ロールプレーイング17

「恵まれてんな、一は、、、。俺んちなんかここにあるものなんて、一つもないぜ!貧乏暇なしの母子家庭だからな~。」
 僚介は冗談っぽくはにかんでそういった。悪気は感じなかったし、さらっといったもんだから、僕はその時何も思わず何も答えなかったけど。その後僕は一人になったときそのことを思い出して、なんかちょっと自分が寂しくて、〝物〟なんかぜんぜん持ってないやつよりも自分は感情が乏しいんじゃないかとか、、、当たり前ってどんなことだろうとかって思ったりもした、、。とにかくずっと後になって小さな間違いを知ることになったんだけど、、、。
〝今の僕は今の僕でしかなかった″
 僕らは、鳥かごを組み立て、小鳥を止まり木にそっと放した。水入れに水を汲み、練り餌を練り、キャットフードをふやかした。

「ほら食えよ。」
 僚介は、止まり木にとまった小鳥の口ばしの先に、今作ったばかりの餌を持っていった。だけど、小鳥は餌を食べる様子は全く無く、ただじっとかごのすみにうずくまっていた。
「おかしいな~。ぜんぜん食わないな。」
僚介は、いったんかごから手をもどして首をかしげた。
「あの、院長嘘つきやがったか?それとも餌が食えないほど弱ってんのか?」
 僚介は、腕を組み胡坐をかいて、僕の方に視線を向けた。
 僕は、院長の言ってたもう一つのことを思い出した。
「ちょっとまってて。」
 僕は僚介にそういって、部屋を飛び出し階段を駆け下りた。院長は青菜をあげろといっていた。僕は台所にある冷蔵庫のドアを開いた。

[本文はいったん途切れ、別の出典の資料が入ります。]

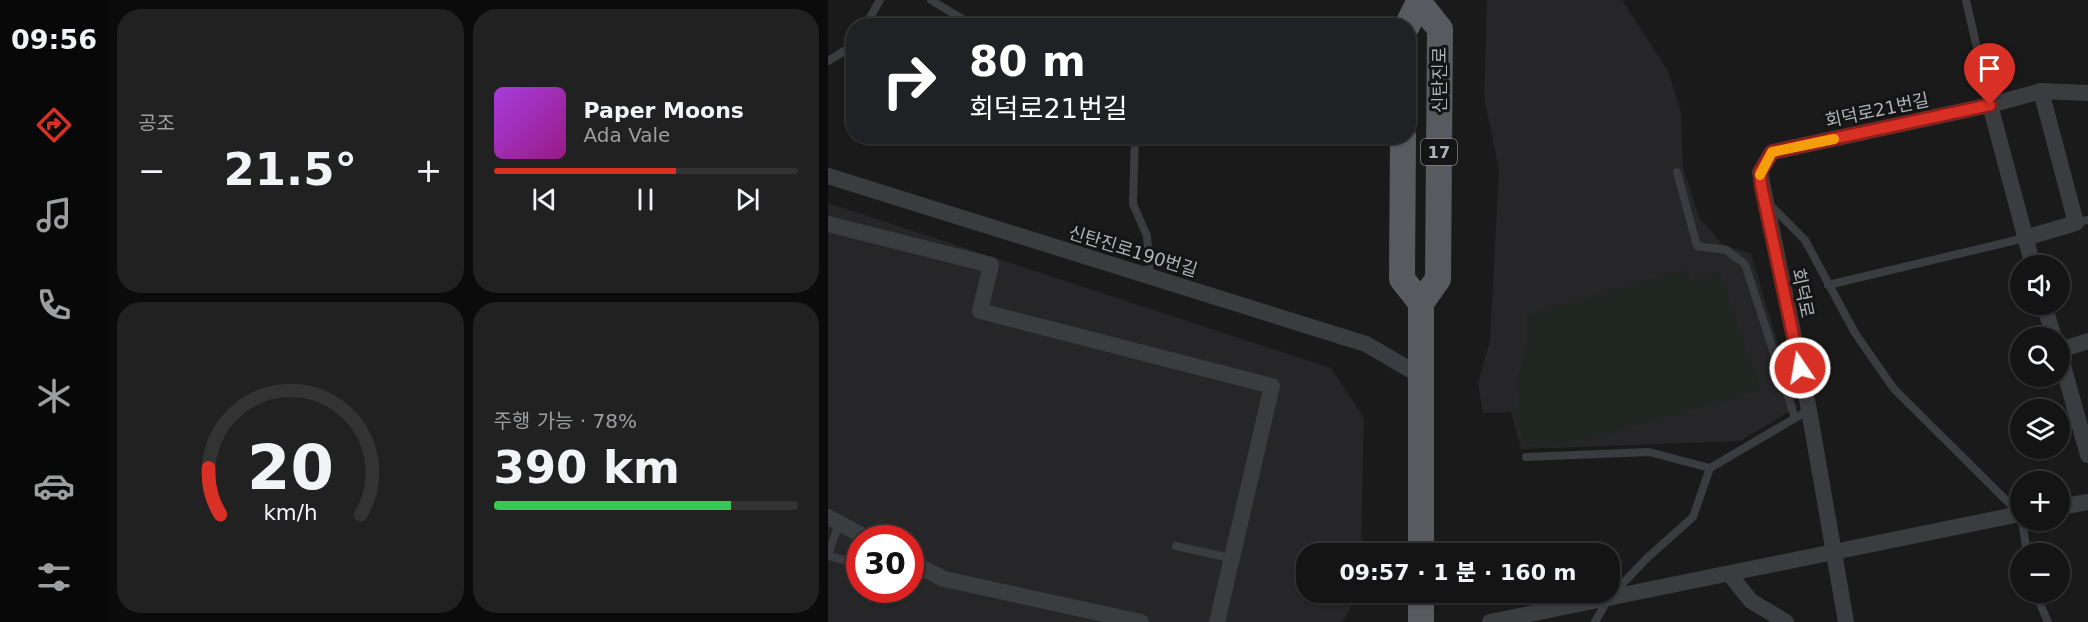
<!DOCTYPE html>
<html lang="ko">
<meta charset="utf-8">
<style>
:root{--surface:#141414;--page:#212122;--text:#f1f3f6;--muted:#9d9ea0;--line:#333334;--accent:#d93025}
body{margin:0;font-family:"DejaVu Sans","Noto Sans KR",sans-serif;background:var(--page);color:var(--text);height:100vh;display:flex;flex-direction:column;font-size:22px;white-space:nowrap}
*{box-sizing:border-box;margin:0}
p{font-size:20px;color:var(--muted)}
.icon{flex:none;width:33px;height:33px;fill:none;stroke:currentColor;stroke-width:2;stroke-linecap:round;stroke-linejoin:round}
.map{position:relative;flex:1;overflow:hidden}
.side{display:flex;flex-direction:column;gap:9px;padding:9px;background:#0b0b0b;width:720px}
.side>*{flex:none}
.top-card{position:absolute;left:18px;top:18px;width:570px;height:126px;border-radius:24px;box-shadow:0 2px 4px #0004,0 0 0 2px var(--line);background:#202124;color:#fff;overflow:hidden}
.controls{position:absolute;left:1182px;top:255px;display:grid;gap:12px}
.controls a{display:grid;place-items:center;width:60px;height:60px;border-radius:50%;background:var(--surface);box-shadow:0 2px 4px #0004,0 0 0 2px var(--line);font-size:30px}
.speed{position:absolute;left:18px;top:525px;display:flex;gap:12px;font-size:30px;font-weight:700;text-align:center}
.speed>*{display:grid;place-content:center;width:78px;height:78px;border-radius:50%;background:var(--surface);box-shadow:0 2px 4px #0004,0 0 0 2px var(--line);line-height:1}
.speed .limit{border:9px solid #d22;background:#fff;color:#111}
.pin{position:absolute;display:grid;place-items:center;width:51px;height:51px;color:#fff;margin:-62px -26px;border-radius:50% 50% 50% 0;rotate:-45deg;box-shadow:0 0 6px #0007}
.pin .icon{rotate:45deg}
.me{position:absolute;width:66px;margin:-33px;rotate:348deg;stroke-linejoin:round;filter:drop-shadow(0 0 4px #0008)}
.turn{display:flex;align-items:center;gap:21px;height:126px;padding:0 24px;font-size:27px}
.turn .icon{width:78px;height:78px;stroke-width:2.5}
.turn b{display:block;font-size:42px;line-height:51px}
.big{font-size:45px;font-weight:800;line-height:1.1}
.side .card{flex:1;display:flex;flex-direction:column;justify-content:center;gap:9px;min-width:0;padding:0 21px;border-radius:24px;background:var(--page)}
.side .dial{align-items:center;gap:0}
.dial svg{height:156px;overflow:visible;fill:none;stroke:var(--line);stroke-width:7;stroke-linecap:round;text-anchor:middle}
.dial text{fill:var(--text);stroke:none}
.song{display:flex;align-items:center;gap:18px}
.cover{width:72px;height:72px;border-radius:9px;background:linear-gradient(135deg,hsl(280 70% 55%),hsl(310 70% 35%))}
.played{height:6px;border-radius:3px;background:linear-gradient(90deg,var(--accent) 60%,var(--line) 60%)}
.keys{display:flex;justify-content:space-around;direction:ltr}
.heat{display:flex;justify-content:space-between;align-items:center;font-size:33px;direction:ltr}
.charge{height:9px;border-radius:4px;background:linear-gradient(90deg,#34c759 78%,var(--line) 0)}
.side .tiles{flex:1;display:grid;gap:9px;grid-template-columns:repeat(2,1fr)}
.trip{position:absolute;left:468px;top:543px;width:324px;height:60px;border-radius:24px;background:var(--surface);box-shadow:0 2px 4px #0004,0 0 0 2px var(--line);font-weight:800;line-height:60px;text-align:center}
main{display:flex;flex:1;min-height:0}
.dock{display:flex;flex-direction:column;width:108px;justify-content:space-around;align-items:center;background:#080808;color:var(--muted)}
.dock .icon{width:42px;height:42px}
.dock .current{color:var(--accent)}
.dock b{font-size:27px;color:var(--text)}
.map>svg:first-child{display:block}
</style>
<main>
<nav class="dock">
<b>09:56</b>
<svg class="icon current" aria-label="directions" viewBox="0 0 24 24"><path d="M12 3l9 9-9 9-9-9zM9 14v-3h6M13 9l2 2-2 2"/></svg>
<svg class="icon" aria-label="music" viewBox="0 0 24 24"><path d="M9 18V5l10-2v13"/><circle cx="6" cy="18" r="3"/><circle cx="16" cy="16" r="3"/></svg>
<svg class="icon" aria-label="phone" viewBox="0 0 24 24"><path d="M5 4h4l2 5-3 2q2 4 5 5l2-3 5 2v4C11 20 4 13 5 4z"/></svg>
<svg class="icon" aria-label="climate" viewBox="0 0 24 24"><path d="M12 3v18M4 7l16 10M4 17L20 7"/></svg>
<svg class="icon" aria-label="car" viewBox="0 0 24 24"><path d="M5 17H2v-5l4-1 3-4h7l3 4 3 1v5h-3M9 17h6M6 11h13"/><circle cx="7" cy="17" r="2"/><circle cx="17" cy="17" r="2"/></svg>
<svg class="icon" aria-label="filters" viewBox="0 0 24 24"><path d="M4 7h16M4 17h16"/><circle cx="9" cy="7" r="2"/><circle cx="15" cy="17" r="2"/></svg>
</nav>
<section class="side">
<div class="tiles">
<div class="card"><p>공조</p>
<div class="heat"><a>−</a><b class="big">21.5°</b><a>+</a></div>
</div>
<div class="card">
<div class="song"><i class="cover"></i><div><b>Paper Moons</b><p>Ada Vale</p></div></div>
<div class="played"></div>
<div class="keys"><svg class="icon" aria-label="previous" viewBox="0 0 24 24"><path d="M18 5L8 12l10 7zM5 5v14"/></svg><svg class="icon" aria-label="pause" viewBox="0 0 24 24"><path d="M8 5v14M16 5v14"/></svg><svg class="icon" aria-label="next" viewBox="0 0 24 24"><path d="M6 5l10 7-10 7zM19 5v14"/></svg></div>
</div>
<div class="card dial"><svg viewBox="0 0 100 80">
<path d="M14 69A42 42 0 1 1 86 69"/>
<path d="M14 69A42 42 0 0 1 8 45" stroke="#d93025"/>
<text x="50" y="56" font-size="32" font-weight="700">20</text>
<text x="50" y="72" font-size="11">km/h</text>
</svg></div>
<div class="card"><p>주행 가능 · 78%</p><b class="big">390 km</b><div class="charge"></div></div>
</div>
</section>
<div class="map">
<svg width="1260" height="622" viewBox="0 0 1260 622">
<rect width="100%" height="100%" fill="#1a1a1b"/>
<g fill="#262628" fill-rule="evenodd">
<path d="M659,0h135l46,71 13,42 2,54 16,50 23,27 29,10 46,153 -57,34 -219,8 -10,-37 -28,1 -5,-30 12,-43 9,-170 -15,-74z"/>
<path d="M0,203l503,165 33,50 -3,135 -55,1v38l52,1 -14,27 -3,2h-513zM32,538h50v52h-50z"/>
</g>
<path fill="#202621" d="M859,269l3,12 30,-8 40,117 -181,52 -54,2 -10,-31 5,-6 -3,-30 9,-21 1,-41z"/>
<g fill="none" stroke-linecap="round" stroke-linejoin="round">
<g stroke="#3b3c40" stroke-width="8">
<path d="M103,0l43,26"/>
<path d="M1138,0l24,105"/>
<path d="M37,26l15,-26"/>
<path d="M0,61l26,-16"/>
<path d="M307,136l-2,68 14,32 3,41"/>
<path d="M849,172l20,74 29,4 19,14 50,154"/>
<path d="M942,205l35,35 50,93 39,56 126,125"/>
<path d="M1248,223l12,-3"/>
<path d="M1000,285l197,-47"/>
<path d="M698,457l123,-5 61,16"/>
<path d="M1194,520l5,34"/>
<path d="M348,546l54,12"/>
<path d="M0,555l11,-32"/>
<path d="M0,556l32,8"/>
<path d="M1207,592l13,30"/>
<path d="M767,622l13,-23 38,-40 47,-42 17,-49 99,-58"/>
</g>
<g stroke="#3b3c40" stroke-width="16">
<path d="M1162,105l43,161"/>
<path d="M0,176l538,168 55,32"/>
<path d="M0,224l163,41 -11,46 292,75 -55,236"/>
<path d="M1197,238l51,-15 -35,-132"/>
<path d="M1216,304l10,34"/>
<path d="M1232,350l28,-9"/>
<path d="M1232,355l28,100"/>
<path d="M1232,507l28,-5"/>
<path d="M0,517l39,21"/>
<path d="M82,562l34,17 197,43"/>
<path d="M902,575l21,26 35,21"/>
<path d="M662,622l530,-108"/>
<path d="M1018,622l-37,-212 -49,-238 12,-20 218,-47 51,-14 47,2"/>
</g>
<g stroke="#585a5f" stroke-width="26">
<path d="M592,4l20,25 -2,250 -17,24v251"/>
<path d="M579,26l13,-26"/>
<path d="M575,136l-1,143 19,24"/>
<path d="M593,592v30"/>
</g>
</g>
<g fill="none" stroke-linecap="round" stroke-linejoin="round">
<g stroke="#8d1f18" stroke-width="15">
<path id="route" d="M972,368l-39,-183 -1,-13 12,-20 218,-47"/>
</g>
<use href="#route" stroke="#d93025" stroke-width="10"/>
<path stroke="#f59e0b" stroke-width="10" d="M932,175l12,-23 62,-13"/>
</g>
<g text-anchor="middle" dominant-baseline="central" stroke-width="6" stroke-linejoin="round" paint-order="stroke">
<rect fill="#151516" stroke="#808388" stroke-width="1.5" x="593" y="139" width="36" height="26" rx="4.5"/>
<g font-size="16" font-weight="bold" fill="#aeb2b9">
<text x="611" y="152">17</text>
</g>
<g font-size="18" fill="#aeb2b9" stroke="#151516">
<text transform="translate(611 80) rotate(-90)">신탄진로</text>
<text transform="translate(1049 110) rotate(-12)">회덕로21번길</text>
<text transform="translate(305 251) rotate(17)">신탄진로190번길</text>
<text transform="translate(975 293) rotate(78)">회덕로</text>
</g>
</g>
</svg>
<div class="controls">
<a><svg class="icon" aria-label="sound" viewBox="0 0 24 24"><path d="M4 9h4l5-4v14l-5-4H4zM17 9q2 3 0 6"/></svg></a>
<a><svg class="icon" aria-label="search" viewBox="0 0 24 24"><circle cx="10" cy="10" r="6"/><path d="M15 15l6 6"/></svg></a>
<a><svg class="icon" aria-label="layers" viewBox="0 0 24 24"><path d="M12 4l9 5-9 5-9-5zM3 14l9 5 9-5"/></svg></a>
<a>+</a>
<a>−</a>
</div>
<div class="speed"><div class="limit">30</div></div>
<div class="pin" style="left:1162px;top:105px;background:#d93025"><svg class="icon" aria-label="arrive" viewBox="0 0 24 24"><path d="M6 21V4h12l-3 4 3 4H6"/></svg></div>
<svg class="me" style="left:972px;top:368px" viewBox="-20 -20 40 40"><circle r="17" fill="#d93025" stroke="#fff" stroke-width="3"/><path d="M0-11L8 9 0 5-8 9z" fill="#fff"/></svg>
<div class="trip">09:57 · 1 분 · 160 m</div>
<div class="top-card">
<div class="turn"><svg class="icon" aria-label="right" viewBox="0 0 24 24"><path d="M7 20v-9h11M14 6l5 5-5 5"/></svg><div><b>80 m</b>회덕로21번길</div></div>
</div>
</div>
</main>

 青菜、小松菜、、。小松菜は無かったけど、タイミングよくほうれん草が一株野菜室に眠っていた。僕はその葉を二枚むしりとり、それを握りしめて自分の部屋に掛けもどった。
「ほらこれ。」
 僕は、僚介にほうれん草の葉をさしだした。
「小松菜か!?」
 僚介はそう言って、僕の持ってきたほうれん草に手を伸ばした。